[Exercise details]: The data below is to be set down exactly.

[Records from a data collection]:
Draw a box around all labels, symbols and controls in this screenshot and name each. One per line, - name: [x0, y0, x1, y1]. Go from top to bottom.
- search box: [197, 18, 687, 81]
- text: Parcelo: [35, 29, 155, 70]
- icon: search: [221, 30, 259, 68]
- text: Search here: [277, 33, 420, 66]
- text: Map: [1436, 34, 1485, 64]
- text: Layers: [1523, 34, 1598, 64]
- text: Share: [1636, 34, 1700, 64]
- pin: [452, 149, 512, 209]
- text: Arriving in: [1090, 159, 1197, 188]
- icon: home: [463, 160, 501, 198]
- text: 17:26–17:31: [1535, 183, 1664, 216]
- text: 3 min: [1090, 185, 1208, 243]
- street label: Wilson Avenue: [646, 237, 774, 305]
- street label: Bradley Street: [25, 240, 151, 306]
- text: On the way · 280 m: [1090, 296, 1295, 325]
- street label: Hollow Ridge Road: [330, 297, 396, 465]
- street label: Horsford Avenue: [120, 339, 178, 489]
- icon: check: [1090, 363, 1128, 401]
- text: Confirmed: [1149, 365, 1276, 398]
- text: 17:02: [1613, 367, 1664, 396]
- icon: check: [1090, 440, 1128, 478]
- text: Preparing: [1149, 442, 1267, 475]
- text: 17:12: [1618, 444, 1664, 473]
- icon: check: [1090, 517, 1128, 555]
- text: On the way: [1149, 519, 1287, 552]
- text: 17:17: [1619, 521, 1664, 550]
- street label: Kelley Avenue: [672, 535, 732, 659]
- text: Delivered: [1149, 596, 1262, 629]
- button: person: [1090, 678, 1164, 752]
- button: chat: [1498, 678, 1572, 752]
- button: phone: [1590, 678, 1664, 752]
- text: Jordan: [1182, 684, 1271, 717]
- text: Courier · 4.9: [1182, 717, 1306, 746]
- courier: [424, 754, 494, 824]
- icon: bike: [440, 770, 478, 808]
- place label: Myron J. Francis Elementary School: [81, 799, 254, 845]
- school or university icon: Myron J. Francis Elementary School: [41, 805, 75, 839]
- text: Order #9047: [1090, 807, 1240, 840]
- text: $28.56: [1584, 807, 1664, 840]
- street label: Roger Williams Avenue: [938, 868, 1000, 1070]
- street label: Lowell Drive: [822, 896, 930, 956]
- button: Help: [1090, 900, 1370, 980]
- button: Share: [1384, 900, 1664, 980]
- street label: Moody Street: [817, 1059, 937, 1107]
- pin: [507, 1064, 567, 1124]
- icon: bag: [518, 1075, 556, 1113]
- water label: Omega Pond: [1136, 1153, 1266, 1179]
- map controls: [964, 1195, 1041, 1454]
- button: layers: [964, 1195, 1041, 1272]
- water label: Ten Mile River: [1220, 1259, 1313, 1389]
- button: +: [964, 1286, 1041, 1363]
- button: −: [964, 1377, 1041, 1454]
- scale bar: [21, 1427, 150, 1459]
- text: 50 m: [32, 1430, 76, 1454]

[Solution to this task]:
Draw a box around all labels, symbols and controls in this screenshot and name each. One per line, - name: [x0, y0, x1, y1]. Go from top to bottom.
- search box: [197, 18, 687, 81]
- text: Parcelo: [35, 29, 155, 70]
- icon: search: [221, 30, 259, 68]
- text: Search here: [277, 33, 420, 66]
- text: Map: [1436, 34, 1485, 64]
- text: Layers: [1523, 34, 1598, 64]
- text: Share: [1636, 34, 1700, 64]
- pin: [452, 149, 512, 209]
- text: Arriving in: [1090, 159, 1197, 188]
- icon: home: [463, 160, 501, 198]
- text: 17:26–17:31: [1535, 183, 1664, 216]
- text: 3 min: [1090, 185, 1208, 243]
- street label: Wilson Avenue: [646, 237, 774, 305]
- street label: Bradley Street: [25, 240, 151, 306]
- text: On the way · 280 m: [1090, 296, 1295, 325]
- street label: Hollow Ridge Road: [330, 297, 396, 465]
- street label: Horsford Avenue: [120, 339, 178, 489]
- icon: check: [1090, 363, 1128, 401]
- text: Confirmed: [1149, 365, 1276, 398]
- text: 17:02: [1613, 367, 1664, 396]
- icon: check: [1090, 440, 1128, 478]
- text: Preparing: [1149, 442, 1267, 475]
- text: 17:12: [1618, 444, 1664, 473]
- icon: check: [1090, 517, 1128, 555]
- text: On the way: [1149, 519, 1287, 552]
- text: 17:17: [1619, 521, 1664, 550]
- street label: Kelley Avenue: [672, 535, 732, 659]
- text: Delivered: [1149, 596, 1262, 629]
- button: person: [1090, 678, 1164, 752]
- button: chat: [1498, 678, 1572, 752]
- button: phone: [1590, 678, 1664, 752]
- text: Jordan: [1182, 684, 1271, 717]
- text: Courier · 4.9: [1182, 717, 1306, 746]
- courier: [424, 754, 494, 824]
- icon: bike: [440, 770, 478, 808]
- place label: Myron J. Francis Elementary School: [81, 799, 254, 845]
- school or university icon: Myron J. Francis Elementary School: [41, 805, 75, 839]
- text: Order #9047: [1090, 807, 1240, 840]
- text: $28.56: [1584, 807, 1664, 840]
- street label: Roger Williams Avenue: [938, 868, 1000, 1070]
- street label: Lowell Drive: [822, 896, 930, 956]
- button: Help: [1090, 900, 1370, 980]
- button: Share: [1384, 900, 1664, 980]
- street label: Moody Street: [817, 1059, 937, 1107]
- pin: [507, 1064, 567, 1124]
- icon: bag: [518, 1075, 556, 1113]
- water label: Omega Pond: [1136, 1153, 1266, 1179]
- map controls: [964, 1195, 1041, 1454]
- button: layers: [964, 1195, 1041, 1272]
- water label: Ten Mile River: [1220, 1259, 1313, 1389]
- button: +: [964, 1286, 1041, 1363]
- button: −: [964, 1377, 1041, 1454]
- scale bar: [21, 1427, 150, 1459]
- text: 50 m: [32, 1430, 76, 1454]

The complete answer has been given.